1. Light with a wavelength of 500 nm is incident on sodium, which has a work function of 2.28 eV. Determine the maximum kinetic energy of the ejected photoelectron.
Given data:
\[ \nu = \frac{c}{\lambda} \]
\[ \nu = \frac{3.00 \times 10^8}{500 \times 10^{-9}} \]
\[ \nu = 6.00 \times 10^{14} \text{ Hz} \]
\[ E = h\nu \]
\[ E = (6.626 \times 10^{-34} \times 6.00 \times 10^{14}) \]
\[ E = 3.976 \times 10^{-19} \text{ J} \]
Converting to electron volts:
\[ E = \frac{3.976 \times 10^{-19}}{1.602 \times 10^{-19}} \]
\[ E \approx 2.48 \text{ eV} \]
\[ KE_{\text{max}} = E - \phi \]
\[ KE_{\text{max}} = 2.48 - 2.28 \]
\[ KE_{\text{max}} = 0.20 \text{ eV} \]
2. Given a metal with a work function of 6.63 eV, calculate its threshold wavelength.
Given data:
\[ \phi = 6.63 \times 1.602 \times 10^{-19} \]
\[ \phi = 1.062 \times 10^{-18} \text{ J} \]
\[ \lambda_0 = \frac{hc}{\phi} \]
\[ \lambda_0 = \frac{(6.626 \times 10^{-34}) (3.00 \times 10^8)}{1.062 \times 10^{-18}} \]
\[ \lambda_0 = \frac{1.988 \times 10^{-25}}{1.062 \times 10^{-18}} \]
\[ \lambda_0 = 1.87 \times 10^{-7} \text{ m} = 187 \text{ nm} \]
3. For a metal with a threshold wavelength of 12.4 nm, find its work function.
Given data:
\[ \phi = \frac{hc}{\lambda} \]
\[ \phi = \frac{(6.626 \times 10^{-34}) (3.00 \times 10^8)}{12.4 \times 10^{-9}} \]

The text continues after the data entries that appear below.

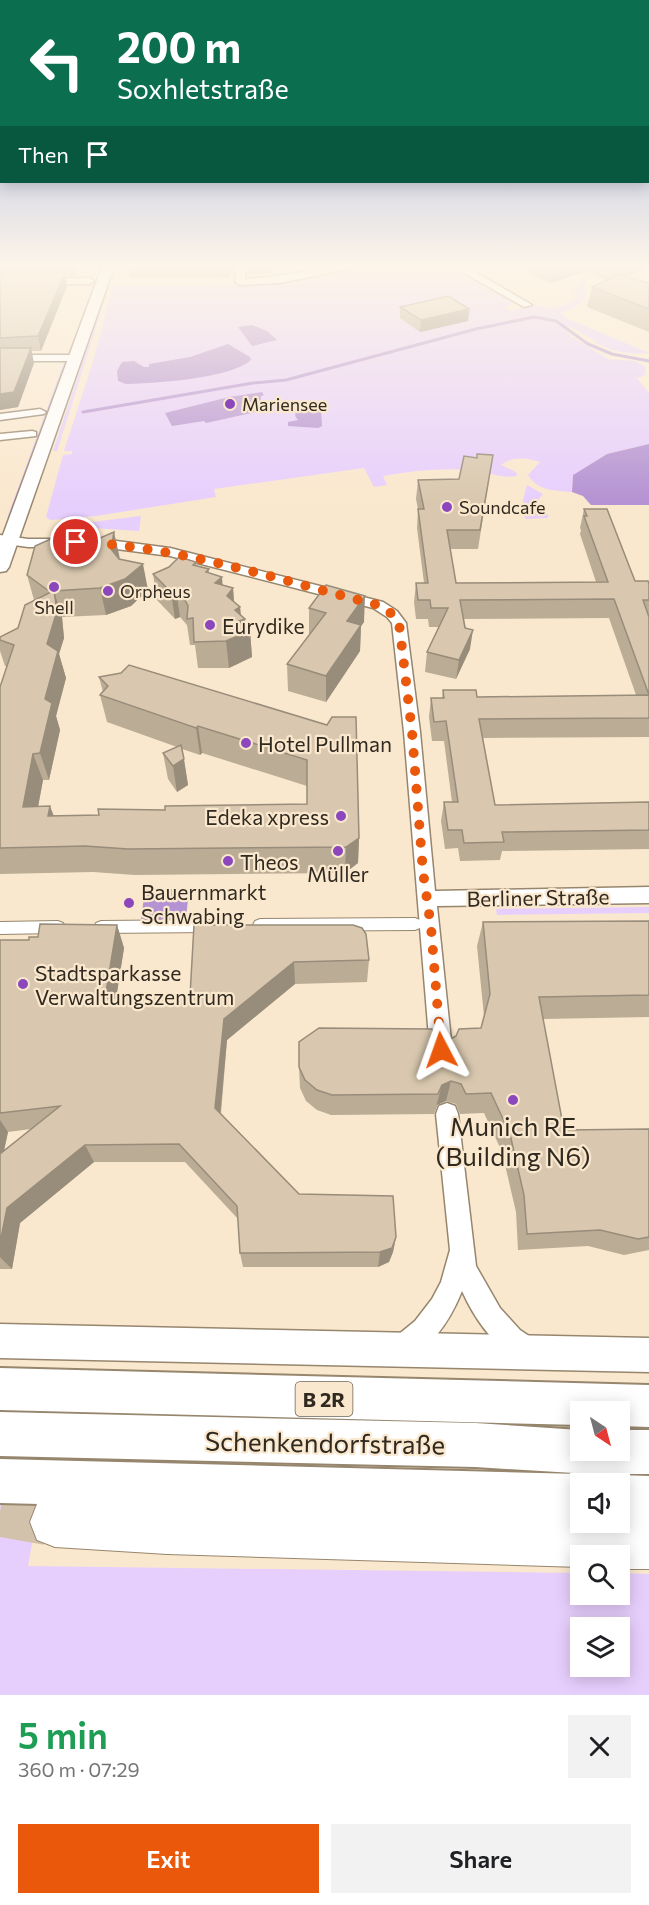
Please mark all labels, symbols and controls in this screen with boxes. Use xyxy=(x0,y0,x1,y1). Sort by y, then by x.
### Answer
text: 200 m xyxy=(117,20,241,72)
icon: left xyxy=(18,24,96,102)
text: Soxhletstraße xyxy=(117,72,289,105)
icon: arrive xyxy=(81,138,114,171)
text: Then xyxy=(18,141,69,168)
place label: Mariensee xyxy=(242,393,327,415)
marker: Mariensee xyxy=(223,397,237,411)
place label: Soundcafe xyxy=(459,496,546,518)
marker: Soundcafe xyxy=(440,500,454,514)
pin xyxy=(50,516,101,567)
icon: arrive xyxy=(59,525,92,558)
marker: Shell xyxy=(47,580,61,594)
place label: Orpheus xyxy=(120,580,191,602)
marker: Orpheus xyxy=(101,584,115,598)
place label: Shell xyxy=(34,596,74,618)
place label: Eurydike xyxy=(222,613,305,638)
marker: Eurydike xyxy=(203,618,217,632)
place label: Hotel Pullman xyxy=(258,731,392,756)
marker: Hotel Pullman xyxy=(239,736,253,750)
place label: Edeka xpress xyxy=(205,804,329,829)
marker: Edeka xpress xyxy=(334,809,348,823)
marker: Müller xyxy=(331,844,345,858)
place label: Theos xyxy=(240,849,298,874)
marker: Theos xyxy=(221,854,235,868)
place label: Müller xyxy=(307,861,369,886)
place label: Bauernmarkt Schwabing xyxy=(141,879,266,928)
street label: Berliner Straße xyxy=(466,883,610,911)
marker: Bauernmarkt Schwabing xyxy=(122,896,136,910)
place label: Stadtsparkasse Verwaltungszentrum xyxy=(35,960,234,1009)
marker: Stadtsparkasse Verwaltungszentrum xyxy=(16,977,30,991)
position arrow xyxy=(409,1018,473,1082)
marker: Munich RE (Building N6) xyxy=(506,1093,520,1107)
place label: Munich RE (Building N6) xyxy=(436,1110,590,1171)
road number: B 2R xyxy=(296,1382,352,1416)
north arrow xyxy=(570,1401,630,1461)
map controls xyxy=(570,1401,630,1677)
street label: Schenkendorfstraße xyxy=(205,1424,445,1460)
button: sound xyxy=(570,1473,630,1533)
button: search xyxy=(570,1545,630,1605)
button: layers xyxy=(570,1617,630,1677)
text: 5 min xyxy=(18,1712,108,1756)
button: close xyxy=(568,1715,631,1778)
text: 360 m · 07:29 xyxy=(18,1757,140,1781)
button: Exit xyxy=(18,1824,319,1893)
button: Share xyxy=(331,1824,631,1893)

\[ \phi = \frac{1.988 \times 10^{-25}}{12.4 \times 10^{-9}} \]
\[ \phi = 1.603 \times 10^{-17} \text{ J} \]
\[ \phi = \frac{1.603 \times 10^{-17}}{1.602 \times 10^{-19}} \]
\[ \phi \approx 100 \text{ eV} \]
4. A copper surface is irradiated with light of wavelength 1849 Å, resulting in a stopping potential of 2.7 V. Calculate the threshold frequency and work function for the copper surface.
Given data:
\[ \nu = \frac{c}{\lambda} \]
\[ \nu = \frac{3.00 \times 10^8}{1849 \times 10^{-10}} \]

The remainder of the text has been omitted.